=== Extracted entries ===
____

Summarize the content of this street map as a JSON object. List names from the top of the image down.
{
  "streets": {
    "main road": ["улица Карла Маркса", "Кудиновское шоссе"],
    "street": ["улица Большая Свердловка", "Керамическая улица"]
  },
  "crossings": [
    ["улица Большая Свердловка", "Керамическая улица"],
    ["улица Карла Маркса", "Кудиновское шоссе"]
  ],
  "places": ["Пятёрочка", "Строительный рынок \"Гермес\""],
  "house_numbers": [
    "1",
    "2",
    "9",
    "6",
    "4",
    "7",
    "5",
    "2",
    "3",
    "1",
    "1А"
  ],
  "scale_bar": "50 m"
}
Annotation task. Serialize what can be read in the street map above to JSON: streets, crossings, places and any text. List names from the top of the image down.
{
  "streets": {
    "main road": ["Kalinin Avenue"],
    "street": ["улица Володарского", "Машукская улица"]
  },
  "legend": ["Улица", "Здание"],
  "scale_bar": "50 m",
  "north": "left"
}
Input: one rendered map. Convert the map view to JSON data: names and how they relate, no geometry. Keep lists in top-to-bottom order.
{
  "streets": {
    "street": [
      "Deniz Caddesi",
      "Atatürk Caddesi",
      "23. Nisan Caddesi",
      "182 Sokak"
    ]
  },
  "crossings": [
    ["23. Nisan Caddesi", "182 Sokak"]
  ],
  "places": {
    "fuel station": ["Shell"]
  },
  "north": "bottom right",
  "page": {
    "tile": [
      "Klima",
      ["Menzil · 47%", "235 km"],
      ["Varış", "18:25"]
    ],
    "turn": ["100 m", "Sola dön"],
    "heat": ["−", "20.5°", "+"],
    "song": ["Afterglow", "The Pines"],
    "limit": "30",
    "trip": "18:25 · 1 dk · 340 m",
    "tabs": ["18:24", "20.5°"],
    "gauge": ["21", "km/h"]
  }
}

____

Everything in the listing is to be restated exactly.

Summarize the content of this street map as a JSON object. List names from the top of the image down.
{
  "streets": {
    "main road": ["улица Карла Маркса", "Кудиновское шоссе"],
    "street": ["улица Большая Свердловка", "Керамическая улица"]
  },
  "crossings": [
    ["улица Большая Свердловка", "Керамическая улица"],
    ["улица Карла Маркса", "Кудиновское шоссе"]
  ],
  "places": ["Пятёрочка", "Строительный рынок \"Гермес\""],
  "house_numbers": [
    "1",
    "2",
    "9",
    "6",
    "4",
    "7",
    "5",
    "2",
    "3",
    "1",
    "1А"
  ],
  "scale_bar": "50 m"
}
Annotation task. Serialize what can be read in the street map above to JSON: streets, crossings, places and any text. List names from the top of the image down.
{
  "streets": {
    "main road": ["Kalinin Avenue"],
    "street": ["улица Володарского", "Машукская улица"]
  },
  "legend": ["Улица", "Здание"],
  "scale_bar": "50 m",
  "north": "left"
}
Input: one rendered map. Convert the map view to JSON data: names and how they relate, no geometry. Keep lists in top-to-bottom order.
{
  "streets": {
    "street": [
      "Deniz Caddesi",
      "Atatürk Caddesi",
      "23. Nisan Caddesi",
      "182 Sokak"
    ]
  },
  "crossings": [
    ["23. Nisan Caddesi", "182 Sokak"]
  ],
  "places": {
    "fuel station": ["Shell"]
  },
  "north": "bottom right",
  "page": {
    "tile": [
      "Klima",
      ["Menzil · 47%", "235 km"],
      ["Varış", "18:25"]
    ],
    "turn": ["100 m", "Sola dön"],
    "heat": ["−", "20.5°", "+"],
    "song": ["Afterglow", "The Pines"],
    "limit": "30",
    "trip": "18:25 · 1 dk · 340 m",
    "tabs": ["18:24", "20.5°"],
    "gauge": ["21", "km/h"]
  }
}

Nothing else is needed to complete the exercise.